Jesse Eisenberg excels in a tale of deceit, greed and friendship which gives us the captivating story behind Facebook. 

The Social Network – Does The Film Live Up To The Website?

Facebook is an international phenomenon and, with all the controversy surrounding its creation, it was only a matter of time before it was dramatised.

Switching between the three connecting narratives of the websites creation and the two resultant lawsuits, the film tells a story of ambition, manipulation and regret. It illustrates the development of Facebook from the mind of a drunken, rejected teenager to its $25 billion valuation.

An awkward exchange between Mark Zuckerberg (Jesse Eisenberg) and his soon to be ex-girlfriend Erica (Rooney Mara) kicks off the film which charts the growth of one of the biggest crazes of our time.

It all stems from the torment experienced by Zuckerberg as he struggles to cope with the intense social pressures one would expect to see in a film on an American college campus. Eisenberg puts in an outstanding performance as the nervous, socially unskilled Zuckerberg who strives to find his place within a society that doesn’t seem to have one for him; that is until he creates one.

His angry outburst turns into something he can’t quite control when ‘The Facebook’  becomes bigger than he or his best friend, and partner, Eduardo (Andrew Garfield) could ever have imagined. Garfield is remarkable as the best friend who is always there until he is replaced by something bigger and better.

Enter Justin Timberlake as the crooked creator of Napster. Despite featuring alongside the superb performances from Eisenberg and Garfield, Timberlake fails to convince as the arrogant, superficial entrepreneur that causes endless problems for Zuckerberg.

The soundtrack complements the film brilliantly and enhances the fast pace coming from the constant interchange between narrative paths and the speed of Eisenberg’s speech. Despite this pace the film begins to drag on as it delves deeper into the problems that Facebook created behind the scenes.

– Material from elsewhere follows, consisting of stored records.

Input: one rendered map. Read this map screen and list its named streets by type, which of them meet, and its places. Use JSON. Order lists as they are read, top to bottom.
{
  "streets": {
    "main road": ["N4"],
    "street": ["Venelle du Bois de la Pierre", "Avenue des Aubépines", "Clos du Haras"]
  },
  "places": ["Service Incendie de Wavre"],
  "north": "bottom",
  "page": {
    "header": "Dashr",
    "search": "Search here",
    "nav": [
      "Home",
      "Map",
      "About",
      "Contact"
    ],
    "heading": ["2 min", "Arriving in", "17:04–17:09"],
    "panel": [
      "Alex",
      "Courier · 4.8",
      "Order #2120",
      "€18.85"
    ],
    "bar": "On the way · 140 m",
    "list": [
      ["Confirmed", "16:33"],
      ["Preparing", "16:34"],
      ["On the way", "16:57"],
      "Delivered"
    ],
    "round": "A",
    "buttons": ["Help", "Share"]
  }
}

Humourous interjections and peculiar references to other films distract from the seriousness of a film that otherwise provides an inspiring story of entrepreneurship.

The Social Network is a must see for anybody living in a world dominated by social networking. But it also serves as a stark warning to the dangers surrounding success; you never know who you can trust and must take care of those close to you.